У Григорьевых гости отплясывали во дворе, в тесноте, а основная масса безобидных зевак скучилась на улице, за забором. Тогда не считалось зазорным приходить на свадьбу и просто смотреть на молодых, любоваться ими, не садясь за стол и не участвуя в общем веселье. Это воспринималось как нечто само собой понятное. Родители мои были приглашены на свадьбу, но отдаться веселью сполна не могли из–за меня, которая не сползала с их рук. Поэтому папа стоял в сторонке от танцующих, прижавшись к заросшей кустарниками меже, а я восседала на его левой руке и просила поднимать меня повыше, чтобы видеть весь двор.
Молодые тоже танцевали. Тетя Рая была в длинном белом платье. Ей на голову подруги надели что–то вроде венка–кокошника из восковых флердоранжей с прикрепленной к нему длинной фатой из белого воздушного материала. Он походил на капрон, которого тогда еще не было. Возможно, это был «газ», точнее название этой ткани сказать не могу. Невеста все время смеялась, и я запомнила ее ровные мелкие зубки. А дядя Володя, казавшийся маленьким по сравнению с нею, хотя росту они были одинакового, красовался в темной костюмной паре. На лацкане пиджака у него тоже были прикреплены искусственные цветы абрикоса, наподобие тех, что и на голове у невесты. Похожие букетики помечали дружку и дружка, отличая их от остальной молодежи.
Такие цветы у нас в селе изготавливала лишь одна женщина — глухая Мотя, Матрена[29]. Ее букеты из цветной бумаги, покрытые воском, всегда находили использование то на праздники, особенно на Октябрь и Первомай, то на семейные торжества.
Наверное, я задавала папе вопросы, потому что помню его объяснения, что такое свадьба, где жених, где невеста и чем они отличаются от остальных празднично одетых парней и девушек. Понятно, что мне запомнились только танцы, а не застолье, в котором я не видела ничего интересного.
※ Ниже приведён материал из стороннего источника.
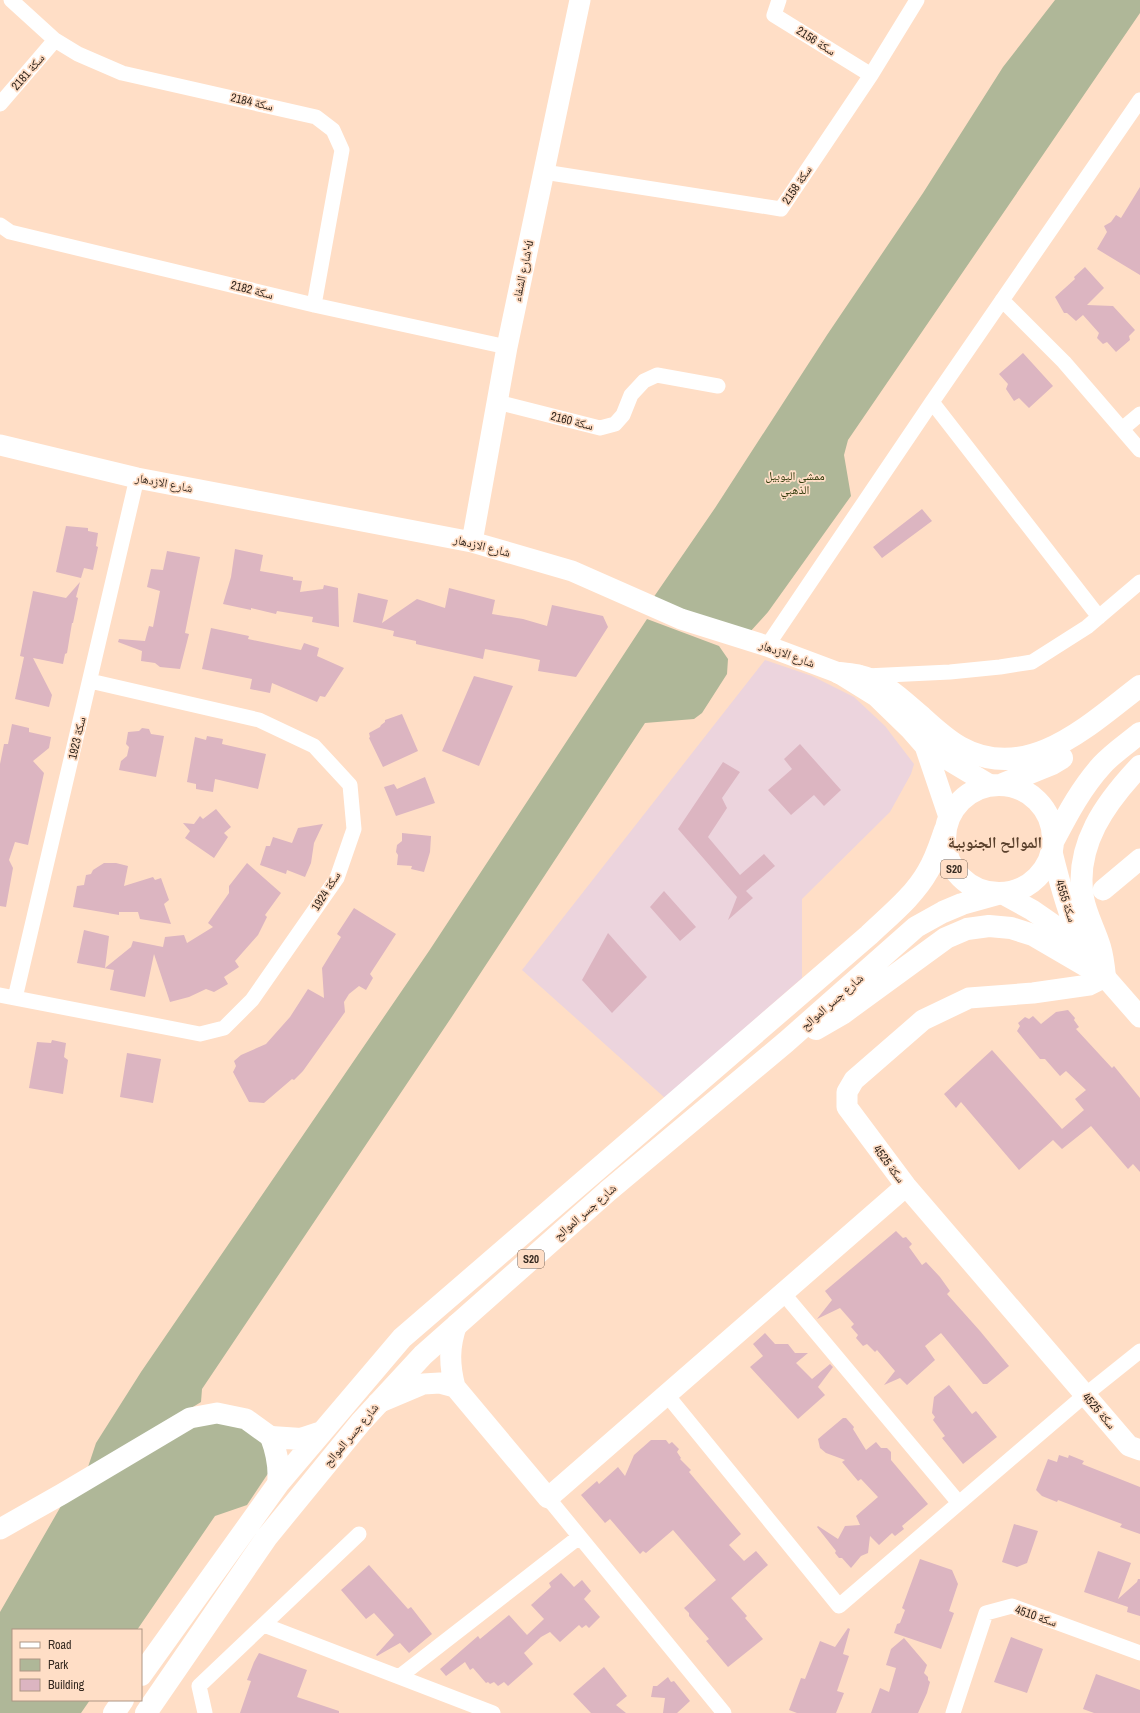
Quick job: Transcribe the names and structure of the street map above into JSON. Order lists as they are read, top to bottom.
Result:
{
  "streets": {
    "main road": ["S20", "شارع جسر الموالح"],
    "street": [
      "سكة 2156",
      "سكة 2181",
      "سكة 2184",
      "سكة 2158",
      "شارع الشفاء'-ú",
      "سكة 2182",
      "سكة 2160",
      "شارع الازدهار",
      "سكة 1923",
      "سكة 1924",
      "سكة 4555",
      "سكة 4525",
      "سكة 4510"
    ]
  },
  "crossings": [
    ["سكة 2156", "سكة 2158"],
    ["سكة 2181", "سكة 2184"],
    ["سكة 2184", "سكة 2182"],
    ["سكة 2158", "شارع الشفاء'-ú"],
    ["شارع الشفاء'-ú", "سكة 2182"],
    ["شارع الشفاء'-ú", "سكة 2160"],
    ["شارع الشفاء'-ú", "شارع الازدهار"],
    ["شارع الازدهار", "سكة 1923"],
    ["شارع الازدهار", "S20"],
    ["شارع الازدهار", "سكة 4555"],
    ["شارع الازدهار", "شارع جسر الموالح"],
    ["سكة 1923", "سكة 1924"],
    ["S20", "سكة 4555"],
    ["S20", "شارع جسر الموالح"],
    ["سكة 4555", "شارع جسر الموالح"],
    ["سكة 4555", "سكة 4525"]
  ],
  "districts": ["الموالح الجنوبية"],
  "parks": ["ممشى اليوبيل الذهبي"],
  "legend": ["Road", "Park", "Building"]
}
Описывая этот эпизод из нашей жизни, я лишь хотела подчеркнуть, что памятью устойчиво достигаю самых ранних своих лет. И точно так же отчетливо помню совсем молодыми соседей, усадьба которых была рядом с нашей, — Тищенко Николая Гавриловича и Нину Максимовну. Это они не помогли нам, когда мы угорели в зимнюю ночь. Но впервые я их запомнила не по этому событию, а по разговорам о смерти — непонятном тогда для меня явлении.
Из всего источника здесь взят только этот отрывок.